The woman seemed to bite down on the inside of her mouth and her sneering posture all but evaporated for a microsecond before it was replaced with a front of aloofness. “Admiral, I am going to make something clear to you on behalf of the Curia. We, accept that your involvement in this affair was merely as hapless barbarians stumbling upon the aftermath of a terrible accident. Well meaning, if primitive and we appreciate your efforts to save our kind. However, we are going to ask you to keep our deception a secret from the Goa’uld, whether they’re denizens of the Imperium or not. You may trade with our outpost worlds, we’ll even offer favored amongst nation terms but you will
not attempt to discover our more..advanced worlds nor will you ever attempt to plunder technology from Tollan ruin, nor will you ever involve yourself in our internal affairs again. We will accept, a limited trade-based alliance upon those grounds.” Kennedy’s ears perked up at the constant bizarreness of the specific phrasing she kept using. Phrasing that seemed to be the product of someone who had just learned the language in books but not on the streets but too perfectly incorrect and he suddenly wondered if the subtle hints he thought he detected with her language were real or if they were even more layers of Tollan bullshit.
Luckily, Hammond had been authorized to agree to just demands on that level, but not liking the idea of being seen to capitulate to threats the Admiral stepped forward. “And if we decide to trade this information for say, access to artificial gravity or a better trade agreement?”
She smiled, a wide smile now, venomous. “Then the next thing I send through your event horizon seal shall be a Naquadah enhanced antimatter bomb. One with a sufficient yield to vaporize a hemisphere's worth of land mass on a typical planet of the dimensions that your species seems to love so much.
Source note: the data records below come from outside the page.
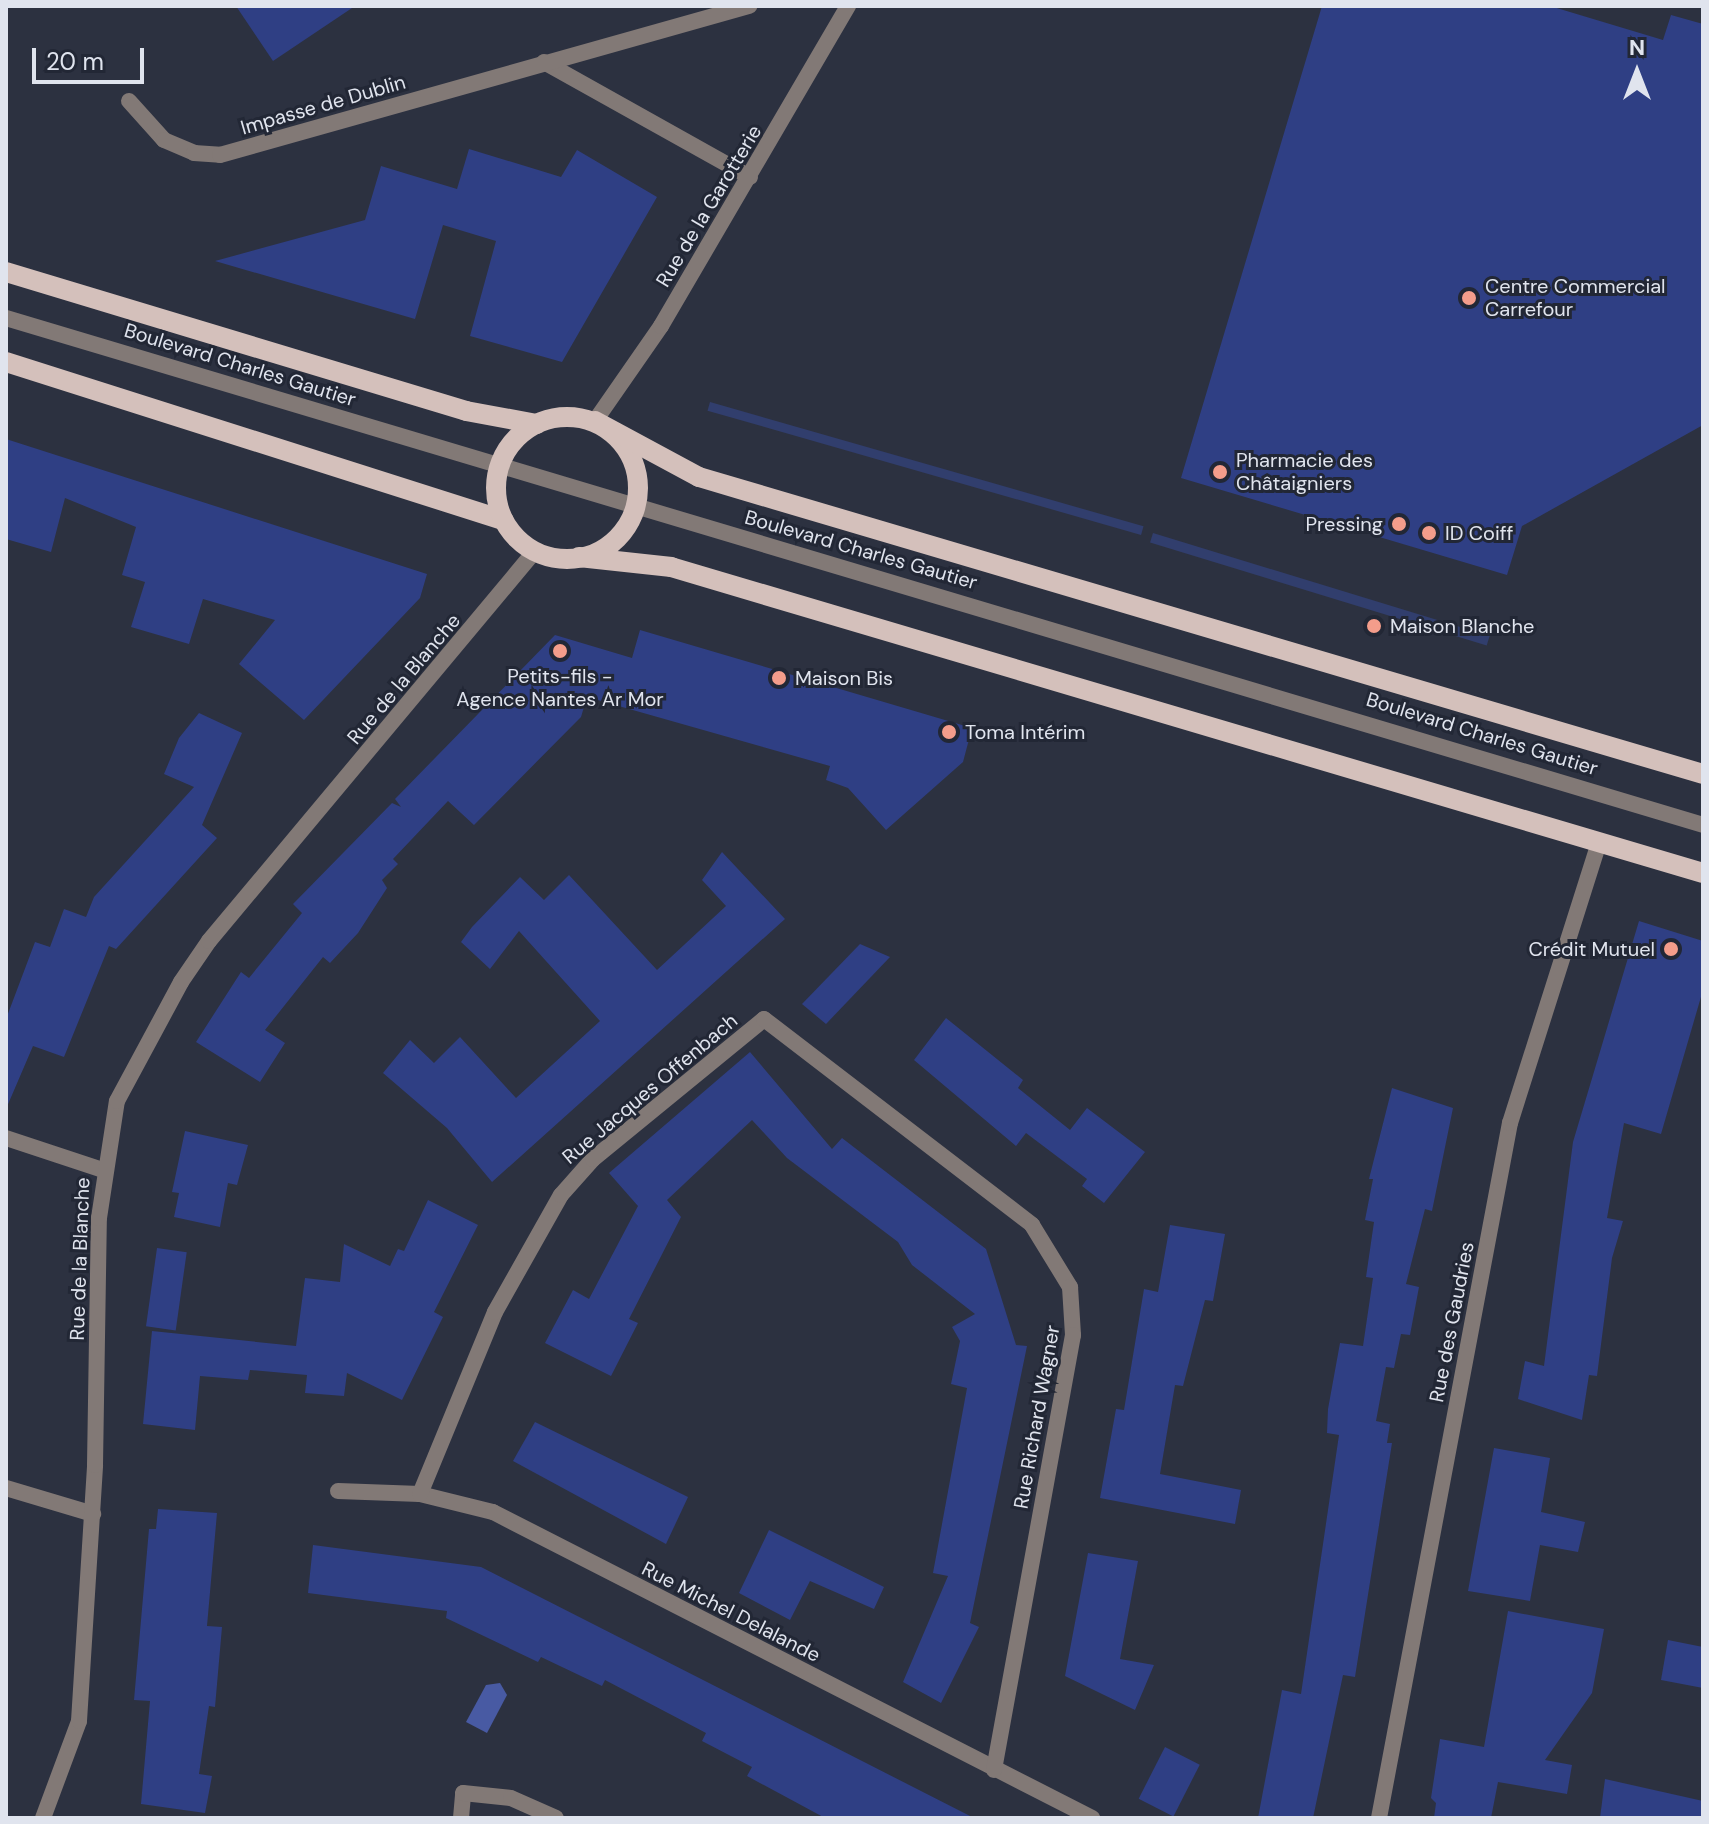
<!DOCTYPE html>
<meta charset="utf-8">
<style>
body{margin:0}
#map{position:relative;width:1709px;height:1824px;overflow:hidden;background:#2c3140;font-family:"DM Sans",sans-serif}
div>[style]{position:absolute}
.green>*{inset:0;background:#313e6d;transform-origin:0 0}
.water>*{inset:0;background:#485aa3}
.building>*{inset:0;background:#2f3f84;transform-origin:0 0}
.service>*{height:16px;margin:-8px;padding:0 8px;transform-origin:8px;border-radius:8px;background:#827976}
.minor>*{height:16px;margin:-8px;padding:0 8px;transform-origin:8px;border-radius:8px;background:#827976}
.primary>*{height:20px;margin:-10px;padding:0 10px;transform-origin:10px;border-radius:10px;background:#d4c0bb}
.primary>.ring{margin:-10px;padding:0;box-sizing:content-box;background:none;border:20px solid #d4c0bb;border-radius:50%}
.dots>*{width:22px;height:22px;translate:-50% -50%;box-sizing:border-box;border:4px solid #222735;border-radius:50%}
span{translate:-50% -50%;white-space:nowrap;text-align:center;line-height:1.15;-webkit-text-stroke:6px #222735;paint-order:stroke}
.street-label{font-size:20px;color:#e0e4ee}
.poi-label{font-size:20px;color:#e0e4ee}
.left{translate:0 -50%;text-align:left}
.right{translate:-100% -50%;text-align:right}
.frame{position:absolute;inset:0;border:8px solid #e0e4ee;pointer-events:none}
.north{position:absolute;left:1597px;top:32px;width:80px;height:80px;-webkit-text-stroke:6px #222735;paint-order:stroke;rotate:0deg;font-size:22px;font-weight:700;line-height:32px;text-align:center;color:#e0e4ee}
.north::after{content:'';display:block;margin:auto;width:28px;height:36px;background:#e0e4ee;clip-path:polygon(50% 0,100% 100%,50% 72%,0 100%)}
.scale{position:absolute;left:32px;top:48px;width:112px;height:36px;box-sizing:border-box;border:4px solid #e0e4ee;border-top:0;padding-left:10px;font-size:24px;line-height:28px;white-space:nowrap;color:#e0e4ee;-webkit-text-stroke:6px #222735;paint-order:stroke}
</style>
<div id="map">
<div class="green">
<i style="left:710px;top:402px;width:451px;height:9px;rotate:16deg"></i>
<i style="left:1153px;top:533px;width:352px;height:10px;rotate:17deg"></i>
</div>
<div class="water">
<i style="clip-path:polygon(500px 1683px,507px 1695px,487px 1733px,466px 1722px,486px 1685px)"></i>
</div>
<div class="building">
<i style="clip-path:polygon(236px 6px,355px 6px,273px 61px)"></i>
<i style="clip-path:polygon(1322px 6px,1550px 6px,1663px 40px,1671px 15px,1703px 24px,1703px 425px,1522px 526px,1507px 575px,1181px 478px)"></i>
<i style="clip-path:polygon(469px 149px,561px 177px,577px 150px,657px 197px,562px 362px,470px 336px,496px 241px,443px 225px,415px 319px,215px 261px,365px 220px,381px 166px,457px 189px)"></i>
<i style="clip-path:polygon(6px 439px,427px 574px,420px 598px,304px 720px,239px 664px,275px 620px,203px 599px,189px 644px,131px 627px,145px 582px,122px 575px,136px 527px,65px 498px,51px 552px,6px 539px)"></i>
<i style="clip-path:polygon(640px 630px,972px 728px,963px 762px,886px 830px,848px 788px,826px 780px,830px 766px,587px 697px,581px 717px,474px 825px,448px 801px,393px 859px,398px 864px,382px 880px,387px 888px,358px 933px,330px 963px,323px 957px,265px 1030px,285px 1043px,260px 1082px,196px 1042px,241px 972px,249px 978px,302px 913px,293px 904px,392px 803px,401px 807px,395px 799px,555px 635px,632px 658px)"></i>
<i style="clip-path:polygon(199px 713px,242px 733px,202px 825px,217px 838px,116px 949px,109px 946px,64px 1057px,33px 1046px,6px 1109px,6px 1019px,35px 942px,50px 947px,64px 909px,86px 917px,94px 897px,194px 787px,164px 774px,179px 738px)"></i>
<i style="clip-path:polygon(722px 852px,785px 919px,492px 1182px,447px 1128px,383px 1073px,410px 1040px,434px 1063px,460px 1037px,516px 1098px,600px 1021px,519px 931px,490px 969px,461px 942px,472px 927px,520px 877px,544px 900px,569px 875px,657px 970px,726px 906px,702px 880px)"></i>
<i style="clip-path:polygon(1639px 921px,1703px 941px,1703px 990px,1661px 1134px,1624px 1123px,1607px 1218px,1623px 1221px,1612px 1258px,1597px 1376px,1589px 1375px,1582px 1420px,1518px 1399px,1525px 1361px,1544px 1366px,1573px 1142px)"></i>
<i style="clip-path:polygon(860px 944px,890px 957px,826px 1024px,802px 1004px)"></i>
<i style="clip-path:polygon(946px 1018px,1023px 1080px,1018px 1088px,1070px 1130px,1087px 1108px,1145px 1152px,1104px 1203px,1082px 1186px,1087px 1179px,1026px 1133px,1016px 1146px,914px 1060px)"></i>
<i style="clip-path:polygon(750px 1052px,832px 1149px,842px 1138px,986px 1249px,1016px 1345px,1027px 1346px,970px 1623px,979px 1627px,941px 1703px,903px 1682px,948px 1576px,933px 1573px,967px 1388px,951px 1384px,960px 1341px,952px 1327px,975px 1314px,912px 1265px,898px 1242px,787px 1158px,752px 1120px,667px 1200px,681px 1217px,629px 1319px,638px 1323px,611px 1376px,545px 1343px,573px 1290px,589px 1299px,638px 1206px,609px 1173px)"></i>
<i style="clip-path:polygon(1392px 1088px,1453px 1108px,1432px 1211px,1425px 1209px,1406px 1284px,1419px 1287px,1410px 1335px,1401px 1334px,1394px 1368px,1386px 1367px,1376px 1421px,1390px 1424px,1387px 1443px,1392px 1443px,1355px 1677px,1343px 1675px,1313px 1818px,1258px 1818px,1282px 1690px,1301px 1694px,1339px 1435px,1327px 1433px,1328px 1409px,1340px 1343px,1363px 1346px,1373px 1278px,1366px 1277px,1374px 1222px,1365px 1220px,1373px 1179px,1369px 1179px)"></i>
<i style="clip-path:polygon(185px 1131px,248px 1145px,237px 1185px,228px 1183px,220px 1227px,174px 1217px,179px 1193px,172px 1192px)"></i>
<i style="clip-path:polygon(428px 1200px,478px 1225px,434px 1312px,443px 1317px,402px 1400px,347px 1373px,344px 1396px,305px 1393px,307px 1375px,250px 1370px,248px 1380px,200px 1376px,195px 1430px,143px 1424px,152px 1331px,296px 1346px,305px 1278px,340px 1282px,344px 1244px,390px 1266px,398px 1249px,404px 1251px)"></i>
<i style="clip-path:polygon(1170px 1225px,1225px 1234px,1213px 1301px,1205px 1300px,1183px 1386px,1175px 1385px,1160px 1474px,1241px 1490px,1235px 1524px,1100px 1498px,1116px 1409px,1124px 1410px,1144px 1289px,1158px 1292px)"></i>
<i style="left:157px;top:1248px;width:30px;height:79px;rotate:8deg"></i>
<i style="clip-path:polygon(535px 1422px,688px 1497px,666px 1544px,513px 1461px)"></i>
<i style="clip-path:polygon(1494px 1448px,1550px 1458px,1541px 1512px,1585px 1522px,1578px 1552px,1540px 1545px,1530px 1601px,1468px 1591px)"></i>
<i style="clip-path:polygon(158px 1509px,217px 1513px,207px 1626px,222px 1627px,215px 1707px,209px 1706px,199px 1774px,212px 1776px,205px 1813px,141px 1804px,150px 1701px,134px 1700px,149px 1529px,156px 1529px)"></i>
<i style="clip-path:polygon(769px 1530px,884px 1587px,874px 1609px,810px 1581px,790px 1620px,739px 1593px)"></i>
<i style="clip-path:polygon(313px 1545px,481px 1567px,974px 1818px,825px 1818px,747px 1776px,752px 1767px,702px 1741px,706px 1733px,605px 1680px,602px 1686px,541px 1657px,538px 1662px,446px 1618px,447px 1611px,308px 1593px)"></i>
<i style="clip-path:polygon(1088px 1553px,1138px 1561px,1120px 1659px,1154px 1665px,1135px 1710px,1065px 1676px)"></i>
<i style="clip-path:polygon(1508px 1611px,1604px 1629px,1592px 1693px,1545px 1760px,1572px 1765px,1567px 1794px,1498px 1782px,1491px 1818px,1434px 1818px,1436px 1803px,1431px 1798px,1440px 1739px,1484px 1747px)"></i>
<i style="clip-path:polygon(1668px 1640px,1703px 1647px,1703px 1688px,1661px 1680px)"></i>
<i style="left:1165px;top:1747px;width:39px;height:58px;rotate:27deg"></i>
<i style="clip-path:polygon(1605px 1779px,1703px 1801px,1703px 1818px,1600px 1818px)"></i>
</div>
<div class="service">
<i style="left:6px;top:318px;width:1771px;rotate:16.63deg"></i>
<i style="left:6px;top:1488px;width:91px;rotate:16.6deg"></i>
</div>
<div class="minor">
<i style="left:544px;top:62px;width:236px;rotate:29.2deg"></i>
<i style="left:129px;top:101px;width:52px;rotate:48.1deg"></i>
<i style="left:164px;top:140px;width:33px;rotate:23deg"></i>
<i style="left:194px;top:153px;width:26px;rotate:4deg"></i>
<i style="left:220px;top:155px;width:550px;rotate:-15.73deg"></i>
<i style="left:595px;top:421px;width:116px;rotate:-55.2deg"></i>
<i style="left:661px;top:326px;width:371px;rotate:-59.7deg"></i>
<i style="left:6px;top:1138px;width:102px;rotate:18.3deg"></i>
<i style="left:338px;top:1491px;width:82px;rotate:2.1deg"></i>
<i style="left:420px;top:1494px;width:75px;rotate:13.9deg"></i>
<i style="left:493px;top:1512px;width:673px;rotate:27.06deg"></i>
<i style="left:420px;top:1494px;width:197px;rotate:-67.6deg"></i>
<i style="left:495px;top:1312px;width:134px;rotate:-60.6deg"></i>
<i style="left:561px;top:1195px;width:48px;rotate:-48.4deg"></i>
<i style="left:593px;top:1159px;width:221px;rotate:-39.3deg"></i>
<i style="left:764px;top:1019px;width:338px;rotate:37.5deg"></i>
<i style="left:1032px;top:1225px;width:73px;rotate:58.5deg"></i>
<i style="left:1070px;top:1287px;width:48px;rotate:86.4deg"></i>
<i style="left:1073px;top:1335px;width:442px;rotate:100.3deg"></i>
<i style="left:43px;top:1818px;width:103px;rotate:-69.6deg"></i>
<i style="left:79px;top:1721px;width:256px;rotate:-86.4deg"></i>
<i style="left:95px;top:1465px;width:247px;rotate:-89.1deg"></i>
<i style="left:99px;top:1218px;width:118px;rotate:-81.3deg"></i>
<i style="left:117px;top:1101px;width:135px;rotate:-61.7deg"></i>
<i style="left:181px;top:982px;width:50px;rotate:-55.7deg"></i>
<i style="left:209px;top:941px;width:508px;rotate:-50.11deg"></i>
<i style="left:461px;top:1818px;width:25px;rotate:-85deg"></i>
<i style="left:463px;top:1793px;width:48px;rotate:5.9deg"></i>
<i style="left:511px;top:1798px;width:49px;rotate:24deg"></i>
<i style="left:1379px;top:1818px;width:707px;rotate:-79.33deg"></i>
<i style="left:1510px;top:1123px;width:295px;rotate:-72.4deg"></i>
</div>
<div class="primary">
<i style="left:6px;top:272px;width:481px;rotate:16.8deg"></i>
<i style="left:466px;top:411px;width:72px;rotate:10.4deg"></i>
<i style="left:6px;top:362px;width:522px;rotate:17.64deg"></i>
<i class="ring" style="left:496px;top:417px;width:122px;height:122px"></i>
<i style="left:595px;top:421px;width:118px;rotate:28.3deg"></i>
<i style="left:699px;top:477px;width:1047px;rotate:16.48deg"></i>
<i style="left:579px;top:557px;width:93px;rotate:6.2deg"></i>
<i style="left:671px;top:567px;width:1076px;rotate:16.52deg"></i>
</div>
<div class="dots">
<i style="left:1469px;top:298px;background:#f49d8b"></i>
<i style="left:1220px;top:472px;background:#f49d8b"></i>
<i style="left:1399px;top:524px;background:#f49d8b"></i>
<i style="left:1429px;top:533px;background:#f49d8b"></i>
<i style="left:1374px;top:626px;background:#f49d8b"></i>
<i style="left:560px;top:651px;background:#f49d8b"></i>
<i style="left:779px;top:678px;background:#f49d8b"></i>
<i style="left:949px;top:732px;background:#f49d8b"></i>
<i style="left:1671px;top:949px;background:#f49d8b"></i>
</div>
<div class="street-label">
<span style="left:323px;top:105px;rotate:-16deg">Impasse de Dublin</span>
<span style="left:709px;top:206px;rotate:-59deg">Rue de la Garotterie</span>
<span style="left:240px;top:365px;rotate:17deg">Boulevard Charles Gautier</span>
<span style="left:861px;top:550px;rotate:16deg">Boulevard Charles Gautier</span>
<span style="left:404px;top:679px;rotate:-50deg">Rue de la Blanche</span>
<span style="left:1482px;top:734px;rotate:17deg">Boulevard Charles Gautier</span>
<span style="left:650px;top:1089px;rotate:-40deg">Rue Jacques Offenbach</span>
<span style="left:80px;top:1259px;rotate:-88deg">Rue de la Blanche</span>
<span style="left:1452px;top:1322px;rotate:-79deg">Rue des Gaudries</span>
<span style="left:1037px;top:1417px;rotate:-80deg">Rue Richard Wagner</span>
<span style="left:731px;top:1612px;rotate:27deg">Rue Michel Delalande</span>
</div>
<div class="poi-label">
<span class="left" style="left:1485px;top:298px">Centre Commercial<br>Carrefour</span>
<span class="left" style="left:1236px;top:472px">Pharmacie des<br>Châtaigniers</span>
<span class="right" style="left:1383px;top:524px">Pressing</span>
<span class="left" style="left:1445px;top:533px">ID Coiff</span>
<span class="left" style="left:1390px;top:626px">Maison Blanche</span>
<span style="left:560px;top:688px">Petits-fils -<br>Agence Nantes Ar Mor</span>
<span class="left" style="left:795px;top:678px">Maison Bis</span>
<span class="left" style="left:965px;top:732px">Toma Intérim</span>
<span class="right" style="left:1655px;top:949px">Crédit Mutuel</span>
</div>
<div class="frame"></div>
<div class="north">N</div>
<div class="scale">20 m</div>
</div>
Enough to murder your branch of Lotars in its crib and believe me Admiral, if we determine that your people have betrayed us, we will ensure that Tau’Ri becomes little more than space dust and memories.”
Kennedy froze in place, panic filling his chest.
Hammond kept whatever he felt below the surface. “Ra tried that.”
She laughed. “No he didn’t and in any case, I am not Ra, I am not weighed down by the legend I built for myself and my shackles are not some imaginary debt to a dead daughter, I am
Myzzenia Travell and my only duty is to the Tollan people. Do we understand one another?”
“Completely.”
“Excellent! Well, while I am glad to have met you Admiral, I hope for the sake of your world that we never need interact again.”
As quickly as she appeared, the leader of the Tollan’s image vanished and lights returned to the base.